-- Work instruction --
Search the entries for the word "reading" and report each line that has it.
==== Dataset entries
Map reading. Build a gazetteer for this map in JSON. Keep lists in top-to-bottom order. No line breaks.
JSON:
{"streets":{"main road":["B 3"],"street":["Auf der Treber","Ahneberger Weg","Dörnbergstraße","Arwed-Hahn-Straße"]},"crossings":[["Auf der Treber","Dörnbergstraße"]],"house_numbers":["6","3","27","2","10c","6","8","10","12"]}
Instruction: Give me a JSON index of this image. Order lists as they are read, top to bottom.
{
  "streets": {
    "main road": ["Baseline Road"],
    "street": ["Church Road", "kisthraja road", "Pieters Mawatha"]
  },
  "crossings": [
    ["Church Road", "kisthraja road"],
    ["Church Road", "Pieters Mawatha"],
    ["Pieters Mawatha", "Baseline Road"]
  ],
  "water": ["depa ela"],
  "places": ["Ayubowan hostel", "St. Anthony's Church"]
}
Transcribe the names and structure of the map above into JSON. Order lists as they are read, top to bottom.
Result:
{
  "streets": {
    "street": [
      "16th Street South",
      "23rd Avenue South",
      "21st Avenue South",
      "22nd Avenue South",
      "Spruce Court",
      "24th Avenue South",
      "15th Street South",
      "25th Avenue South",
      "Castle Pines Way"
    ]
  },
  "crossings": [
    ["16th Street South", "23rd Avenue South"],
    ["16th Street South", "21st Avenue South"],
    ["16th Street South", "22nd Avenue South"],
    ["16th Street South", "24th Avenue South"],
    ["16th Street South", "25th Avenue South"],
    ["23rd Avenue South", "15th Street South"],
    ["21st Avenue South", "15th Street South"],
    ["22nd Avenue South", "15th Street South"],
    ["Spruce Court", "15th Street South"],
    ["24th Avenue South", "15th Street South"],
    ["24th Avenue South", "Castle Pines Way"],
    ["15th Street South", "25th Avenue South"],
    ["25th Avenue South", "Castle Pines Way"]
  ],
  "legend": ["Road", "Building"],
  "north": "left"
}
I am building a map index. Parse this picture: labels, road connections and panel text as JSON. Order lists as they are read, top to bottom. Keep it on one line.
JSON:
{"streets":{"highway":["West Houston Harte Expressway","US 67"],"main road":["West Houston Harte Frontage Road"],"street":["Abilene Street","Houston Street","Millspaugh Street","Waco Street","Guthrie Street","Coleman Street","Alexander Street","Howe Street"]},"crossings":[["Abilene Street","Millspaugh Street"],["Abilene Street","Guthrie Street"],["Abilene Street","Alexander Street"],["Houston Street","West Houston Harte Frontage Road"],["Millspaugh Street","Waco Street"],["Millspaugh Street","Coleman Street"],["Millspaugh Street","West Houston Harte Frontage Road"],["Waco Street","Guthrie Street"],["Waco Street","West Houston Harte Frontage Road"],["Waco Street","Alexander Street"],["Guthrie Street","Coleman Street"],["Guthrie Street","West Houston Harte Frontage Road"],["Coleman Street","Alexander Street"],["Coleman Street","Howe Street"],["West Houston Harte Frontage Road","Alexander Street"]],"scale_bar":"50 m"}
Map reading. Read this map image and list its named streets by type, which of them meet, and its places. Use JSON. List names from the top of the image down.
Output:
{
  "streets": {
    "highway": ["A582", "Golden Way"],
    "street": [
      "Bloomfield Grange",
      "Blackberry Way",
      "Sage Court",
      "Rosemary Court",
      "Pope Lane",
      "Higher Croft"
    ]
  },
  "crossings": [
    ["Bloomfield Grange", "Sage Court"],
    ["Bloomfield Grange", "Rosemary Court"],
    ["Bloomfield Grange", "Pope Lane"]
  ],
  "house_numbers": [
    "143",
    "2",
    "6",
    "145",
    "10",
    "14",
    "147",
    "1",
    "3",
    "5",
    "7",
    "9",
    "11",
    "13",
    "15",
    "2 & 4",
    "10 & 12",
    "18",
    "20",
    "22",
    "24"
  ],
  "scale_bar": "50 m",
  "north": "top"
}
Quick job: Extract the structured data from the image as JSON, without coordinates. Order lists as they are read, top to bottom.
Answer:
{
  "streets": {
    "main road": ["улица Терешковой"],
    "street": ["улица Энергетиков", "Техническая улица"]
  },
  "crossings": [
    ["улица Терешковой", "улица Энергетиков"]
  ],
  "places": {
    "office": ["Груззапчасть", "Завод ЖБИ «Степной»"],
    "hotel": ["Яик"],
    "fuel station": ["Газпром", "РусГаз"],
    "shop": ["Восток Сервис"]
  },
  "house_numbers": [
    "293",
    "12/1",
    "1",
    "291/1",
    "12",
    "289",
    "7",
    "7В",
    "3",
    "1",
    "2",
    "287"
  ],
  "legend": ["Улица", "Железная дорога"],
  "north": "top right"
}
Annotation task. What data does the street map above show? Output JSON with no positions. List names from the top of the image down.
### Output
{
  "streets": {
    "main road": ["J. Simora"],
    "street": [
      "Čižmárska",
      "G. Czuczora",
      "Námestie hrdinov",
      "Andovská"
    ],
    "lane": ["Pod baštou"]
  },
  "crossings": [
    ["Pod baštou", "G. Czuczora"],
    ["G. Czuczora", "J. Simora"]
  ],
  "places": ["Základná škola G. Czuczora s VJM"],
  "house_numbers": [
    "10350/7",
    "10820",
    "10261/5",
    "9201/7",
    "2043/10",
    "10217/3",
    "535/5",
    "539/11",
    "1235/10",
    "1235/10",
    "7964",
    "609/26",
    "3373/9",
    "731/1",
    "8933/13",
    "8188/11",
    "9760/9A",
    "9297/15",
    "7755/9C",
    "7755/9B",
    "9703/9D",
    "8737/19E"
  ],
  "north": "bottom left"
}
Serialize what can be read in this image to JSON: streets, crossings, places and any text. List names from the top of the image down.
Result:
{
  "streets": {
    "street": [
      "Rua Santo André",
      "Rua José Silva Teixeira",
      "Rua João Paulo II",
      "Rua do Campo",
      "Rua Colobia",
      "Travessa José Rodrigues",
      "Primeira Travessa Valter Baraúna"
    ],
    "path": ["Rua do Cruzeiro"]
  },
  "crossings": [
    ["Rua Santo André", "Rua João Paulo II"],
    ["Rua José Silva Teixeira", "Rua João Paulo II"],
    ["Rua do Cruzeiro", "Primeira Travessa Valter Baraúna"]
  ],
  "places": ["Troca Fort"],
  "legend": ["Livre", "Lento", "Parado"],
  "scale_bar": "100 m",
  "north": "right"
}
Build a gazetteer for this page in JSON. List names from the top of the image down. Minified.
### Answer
========
-- Exercise answer --
Map reading. Build a gazetteer for this map in JSON. Keep lists in top-to-bottom order. No line breaks.
Map reading. Read this map image and list its named streets by type, which of them meet, and its places. Use JSON. List names from the top of the image down.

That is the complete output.